### EXERCISE BRIEF
What is needed is an exact copy of every entry below, with the pictures left out.

------ DATASET RECORDS

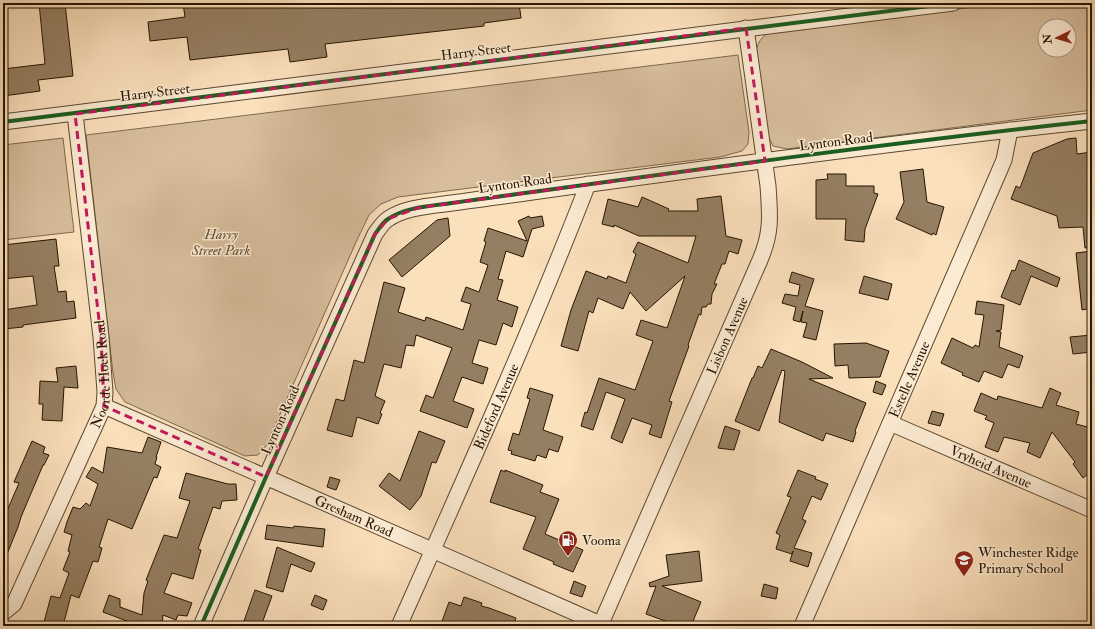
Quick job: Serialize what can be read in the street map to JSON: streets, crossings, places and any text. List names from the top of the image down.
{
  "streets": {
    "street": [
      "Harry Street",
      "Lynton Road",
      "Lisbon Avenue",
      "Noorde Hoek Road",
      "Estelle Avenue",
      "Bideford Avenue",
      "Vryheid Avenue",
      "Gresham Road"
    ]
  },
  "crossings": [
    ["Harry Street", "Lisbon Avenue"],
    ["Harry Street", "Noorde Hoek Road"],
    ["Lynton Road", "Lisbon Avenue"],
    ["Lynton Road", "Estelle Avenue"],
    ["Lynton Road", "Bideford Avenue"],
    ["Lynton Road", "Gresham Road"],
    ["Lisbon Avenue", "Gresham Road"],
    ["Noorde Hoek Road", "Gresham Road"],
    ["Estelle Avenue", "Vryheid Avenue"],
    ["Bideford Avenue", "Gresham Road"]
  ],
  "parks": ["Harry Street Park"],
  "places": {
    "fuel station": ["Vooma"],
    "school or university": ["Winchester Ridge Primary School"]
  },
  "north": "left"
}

------------

### ANSWER BOX
Quick job: Serialize what can be read in the street map to JSON: streets, crossings, places and any text. List names from the top of the image down.
{
  "streets": {
    "street": [
      "Harry Street",
      "Lynton Road",
      "Lisbon Avenue",
      "Noorde Hoek Road",
      "Estelle Avenue",
      "Bideford Avenue",
      "Vryheid Avenue",
      "Gresham Road"
    ]
  },
  "crossings": [
    ["Harry Street", "Lisbon Avenue"],
    ["Harry Street", "Noorde Hoek Road"],
    ["Lynton Road", "Lisbon Avenue"],
    ["Lynton Road", "Estelle Avenue"],
    ["Lynton Road", "Bideford Avenue"],
    ["Lynton Road", "Gresham Road"],
    ["Lisbon Avenue", "Gresham Road"],
    ["Noorde Hoek Road", "Gresham Road"],
    ["Estelle Avenue", "Vryheid Avenue"],
    ["Bideford Avenue", "Gresham Road"]
  ],
  "parks": ["Harry Street Park"],
  "places": {
    "fuel station": ["Vooma"],
    "school or university": ["Winchester Ridge Primary School"]
  },
  "north": "left"
}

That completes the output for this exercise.